Market Comments – October 20, 2016

NY futures ended the week slightly higher, as December gained 49 points to close at 69.80 cents.
 
It was an interesting week, as the market first seemed to advance on trade short covering and then got a boost from renewed spec buying. The December contract managed to rally 503 points over the last seven sessions, going from an intraday low of 66.76 cents on October 12 to today’s high of 71.79 cents, before profit-taking and sell-stops knocked prices back below the 70 cents mark.
 
It seemed to be trade buying into spec selling that started the ball rolling after the WASDE report, since open interest declined during the first phase of the advance. This hints at mill fixations and sales of basis-long positions by merchants as the likely source behind the buying.
 
Then, during the second part of the rally we saw a big increase in open interest, with total open interest expanding by an impressive 14,089 contracts or 1.4 million bales between Monday and Wednesday. This suggested new spec buying into trade selling, as growers were taking advantage of this latest move above 70 cents.
 
Despite this massive increase in open interest the market managed to gain only 53 points over three sessions, which was a sign that this move was stalling.
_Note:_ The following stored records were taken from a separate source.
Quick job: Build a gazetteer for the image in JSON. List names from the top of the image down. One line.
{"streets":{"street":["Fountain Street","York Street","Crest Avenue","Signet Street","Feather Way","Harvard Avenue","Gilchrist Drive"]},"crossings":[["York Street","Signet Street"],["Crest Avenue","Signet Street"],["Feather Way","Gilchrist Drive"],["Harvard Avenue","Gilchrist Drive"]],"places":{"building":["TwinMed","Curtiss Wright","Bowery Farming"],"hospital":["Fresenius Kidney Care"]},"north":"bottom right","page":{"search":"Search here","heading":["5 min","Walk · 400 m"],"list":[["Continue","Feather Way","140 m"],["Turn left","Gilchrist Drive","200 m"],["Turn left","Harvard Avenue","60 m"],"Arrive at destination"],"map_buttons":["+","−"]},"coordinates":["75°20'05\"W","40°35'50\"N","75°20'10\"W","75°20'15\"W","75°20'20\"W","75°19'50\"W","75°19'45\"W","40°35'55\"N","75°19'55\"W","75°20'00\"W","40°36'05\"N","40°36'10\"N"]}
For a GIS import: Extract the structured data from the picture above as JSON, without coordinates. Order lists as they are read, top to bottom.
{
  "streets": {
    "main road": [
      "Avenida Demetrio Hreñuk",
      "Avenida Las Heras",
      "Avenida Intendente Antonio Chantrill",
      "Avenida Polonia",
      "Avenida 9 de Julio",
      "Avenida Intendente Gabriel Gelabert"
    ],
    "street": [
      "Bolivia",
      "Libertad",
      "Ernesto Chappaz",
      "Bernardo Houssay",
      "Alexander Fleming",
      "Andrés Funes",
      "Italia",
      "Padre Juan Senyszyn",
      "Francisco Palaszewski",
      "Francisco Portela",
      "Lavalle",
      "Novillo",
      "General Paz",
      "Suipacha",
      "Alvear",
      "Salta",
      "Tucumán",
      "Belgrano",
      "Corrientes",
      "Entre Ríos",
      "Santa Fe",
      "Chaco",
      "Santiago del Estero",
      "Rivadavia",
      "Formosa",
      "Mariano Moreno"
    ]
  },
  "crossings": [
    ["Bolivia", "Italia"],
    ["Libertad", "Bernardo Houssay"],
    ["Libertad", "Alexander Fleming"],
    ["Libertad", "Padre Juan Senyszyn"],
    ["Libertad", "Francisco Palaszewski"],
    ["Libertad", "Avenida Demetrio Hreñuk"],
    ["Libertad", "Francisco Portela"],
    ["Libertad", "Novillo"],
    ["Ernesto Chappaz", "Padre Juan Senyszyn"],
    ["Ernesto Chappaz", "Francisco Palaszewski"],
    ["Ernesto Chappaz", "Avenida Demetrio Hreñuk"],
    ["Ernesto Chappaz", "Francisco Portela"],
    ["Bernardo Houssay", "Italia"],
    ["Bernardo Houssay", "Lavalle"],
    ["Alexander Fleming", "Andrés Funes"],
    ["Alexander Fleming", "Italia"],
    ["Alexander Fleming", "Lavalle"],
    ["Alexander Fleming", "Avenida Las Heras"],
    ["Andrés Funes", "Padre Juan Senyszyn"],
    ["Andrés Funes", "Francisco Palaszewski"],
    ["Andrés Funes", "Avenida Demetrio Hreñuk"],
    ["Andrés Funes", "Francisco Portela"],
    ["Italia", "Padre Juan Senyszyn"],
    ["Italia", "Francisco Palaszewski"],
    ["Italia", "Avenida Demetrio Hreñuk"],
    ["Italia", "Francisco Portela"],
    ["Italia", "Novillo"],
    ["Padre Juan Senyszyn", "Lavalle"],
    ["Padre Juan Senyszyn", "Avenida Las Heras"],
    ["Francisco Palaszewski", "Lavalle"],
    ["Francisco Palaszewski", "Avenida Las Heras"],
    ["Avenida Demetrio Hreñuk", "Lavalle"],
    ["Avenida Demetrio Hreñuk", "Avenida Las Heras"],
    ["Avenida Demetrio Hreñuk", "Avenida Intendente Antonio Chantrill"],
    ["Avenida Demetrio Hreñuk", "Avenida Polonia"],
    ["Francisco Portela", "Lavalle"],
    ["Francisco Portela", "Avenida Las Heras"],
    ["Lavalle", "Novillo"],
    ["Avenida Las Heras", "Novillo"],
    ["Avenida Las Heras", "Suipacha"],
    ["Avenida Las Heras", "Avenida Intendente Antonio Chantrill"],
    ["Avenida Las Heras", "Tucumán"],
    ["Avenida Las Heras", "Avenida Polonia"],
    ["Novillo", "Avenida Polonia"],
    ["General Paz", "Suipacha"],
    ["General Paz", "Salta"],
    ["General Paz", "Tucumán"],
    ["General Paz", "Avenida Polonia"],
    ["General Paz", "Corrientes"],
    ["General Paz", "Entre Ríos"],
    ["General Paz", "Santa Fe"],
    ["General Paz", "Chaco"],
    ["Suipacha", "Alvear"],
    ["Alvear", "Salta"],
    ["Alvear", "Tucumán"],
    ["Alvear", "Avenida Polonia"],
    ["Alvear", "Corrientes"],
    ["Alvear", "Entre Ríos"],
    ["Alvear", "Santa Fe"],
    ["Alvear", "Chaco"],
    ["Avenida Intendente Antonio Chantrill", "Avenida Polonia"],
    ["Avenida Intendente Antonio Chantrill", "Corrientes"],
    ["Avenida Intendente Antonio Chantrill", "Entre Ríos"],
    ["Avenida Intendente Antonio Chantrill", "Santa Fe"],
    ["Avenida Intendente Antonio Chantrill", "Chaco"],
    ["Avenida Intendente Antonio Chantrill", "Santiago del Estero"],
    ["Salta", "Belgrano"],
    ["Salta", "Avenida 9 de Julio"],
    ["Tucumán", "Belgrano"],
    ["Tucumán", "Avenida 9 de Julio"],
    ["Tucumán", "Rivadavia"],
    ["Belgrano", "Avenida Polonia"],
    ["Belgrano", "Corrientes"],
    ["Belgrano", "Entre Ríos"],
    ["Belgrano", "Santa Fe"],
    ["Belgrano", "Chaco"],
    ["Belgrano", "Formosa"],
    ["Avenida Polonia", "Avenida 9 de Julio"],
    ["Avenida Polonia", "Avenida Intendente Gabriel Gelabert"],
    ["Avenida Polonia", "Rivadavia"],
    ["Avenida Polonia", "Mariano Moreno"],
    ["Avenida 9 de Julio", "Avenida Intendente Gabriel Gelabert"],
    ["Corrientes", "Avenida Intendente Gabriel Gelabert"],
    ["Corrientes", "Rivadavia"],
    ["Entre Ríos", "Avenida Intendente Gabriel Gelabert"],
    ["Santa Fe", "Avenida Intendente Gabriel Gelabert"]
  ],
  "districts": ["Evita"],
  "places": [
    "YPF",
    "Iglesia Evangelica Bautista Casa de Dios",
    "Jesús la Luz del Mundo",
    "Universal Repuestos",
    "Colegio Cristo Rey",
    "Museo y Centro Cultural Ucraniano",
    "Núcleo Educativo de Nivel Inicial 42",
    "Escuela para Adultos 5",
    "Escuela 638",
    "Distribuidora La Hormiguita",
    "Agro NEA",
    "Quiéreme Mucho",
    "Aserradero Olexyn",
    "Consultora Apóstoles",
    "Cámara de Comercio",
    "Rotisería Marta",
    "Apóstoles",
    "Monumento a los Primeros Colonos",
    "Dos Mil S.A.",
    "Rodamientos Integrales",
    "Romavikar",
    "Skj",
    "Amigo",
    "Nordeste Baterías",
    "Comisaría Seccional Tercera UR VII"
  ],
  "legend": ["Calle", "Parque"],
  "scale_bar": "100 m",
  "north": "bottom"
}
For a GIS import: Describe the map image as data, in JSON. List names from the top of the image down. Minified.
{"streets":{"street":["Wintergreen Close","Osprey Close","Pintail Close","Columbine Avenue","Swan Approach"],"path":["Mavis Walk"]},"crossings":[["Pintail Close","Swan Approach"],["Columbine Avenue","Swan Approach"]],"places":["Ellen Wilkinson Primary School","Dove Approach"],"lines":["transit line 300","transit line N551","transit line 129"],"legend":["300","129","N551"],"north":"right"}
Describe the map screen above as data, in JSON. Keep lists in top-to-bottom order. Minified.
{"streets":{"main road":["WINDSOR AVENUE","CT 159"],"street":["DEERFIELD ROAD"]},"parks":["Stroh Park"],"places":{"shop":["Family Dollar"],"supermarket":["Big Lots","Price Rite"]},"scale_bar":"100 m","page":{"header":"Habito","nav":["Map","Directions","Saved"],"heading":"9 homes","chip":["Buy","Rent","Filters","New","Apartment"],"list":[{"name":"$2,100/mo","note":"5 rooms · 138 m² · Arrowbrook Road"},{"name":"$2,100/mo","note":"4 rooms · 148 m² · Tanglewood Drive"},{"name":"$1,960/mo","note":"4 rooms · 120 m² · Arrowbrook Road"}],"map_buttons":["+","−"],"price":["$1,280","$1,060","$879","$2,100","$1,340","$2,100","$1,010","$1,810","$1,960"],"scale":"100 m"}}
Although today’s excellent export sales report provided the market with another quick bounce, it was all downhill from there as the market fell into a void of buying and sell stops got triggered.
 
Once December traded near 69 cents, mill fixations started to show up in greater numbers, allowing the market to stabilize and rebound going into the close. It seems to us that the market is still trapped in a seesaw between support from mill fixations and new export business in the mid-to-high 60s and overhead resistance from grower selling above 70 cents.
 
Speculators are tipping the scales in this back and forth trading action by entering and exiting positions based on momentum and chart patterns. Right now the chart seems to be forming a ‘double top’ since December was unable to take out the September 22 high of 72.36 cents. Unless the market is able to quickly recover today’s losses, the next logical stop on the chart seems to be support near 67 cents.
 
Today’s export sales report met high expectations, as total sales of Upland and Pima cotton amounted to 345,300 running bales, with China (199k) leading a field of 22 buyers. Shipments of 132,500 running bales are still lagging at this point, as old crop supplies have mostly been shipped by now and new crop is just moving in. We expect a sharp increase in the pace of shipments over the coming weeks. Total commitments for the current season are now at 6.05 million statistical bales, of which 2.0 million have so far been exported.
 
A lot of these export sales continue to be made ‘on-call’, as the latest report by the CFTC shows. As of October 14 there were 8.41 million bales still to be fixed, of which 2.15 million bales were in December. That translates into a lot of support underneath the market and time is starting to run out for Dec fixations.
 
This large on-call position also tells us that mills don’t really believe in higher prices, otherwise they would have bought predominantly at a fixed price. Indeed, from what we hear yarn business has been slow in many places, with mills complaining about slow off-take and profit margins being squeezed.
 
So where do we go from here? As already stated, we believe that the market is still in a 66-71 cents trading range, with mill buying/fixing providing underlying support and grower selling forming resistance. Specs are already quite long and seem to have limited firepower to force a decisive move to the upside.
 
Longer-term the size of US and global production is likely to weigh on the market, as we feel that the US crop has greater potential than the USDA report indicates, while India, China, West Africa and Australia are also looking to come in slightly above the current WASDE numbers.
 
With its large open interest of 25.7 million bales the futures market is likely to remain volatile, especially as we head into the index roll, options expiration and Dec fixation period over the coming weeks. We therefore expect to see more price spikes and selloffs over the coming weeks, but from a fundamental point of view the pivot seems to be at around 68 cents, which translates to a landed Far East value of around 80 cents for high grades.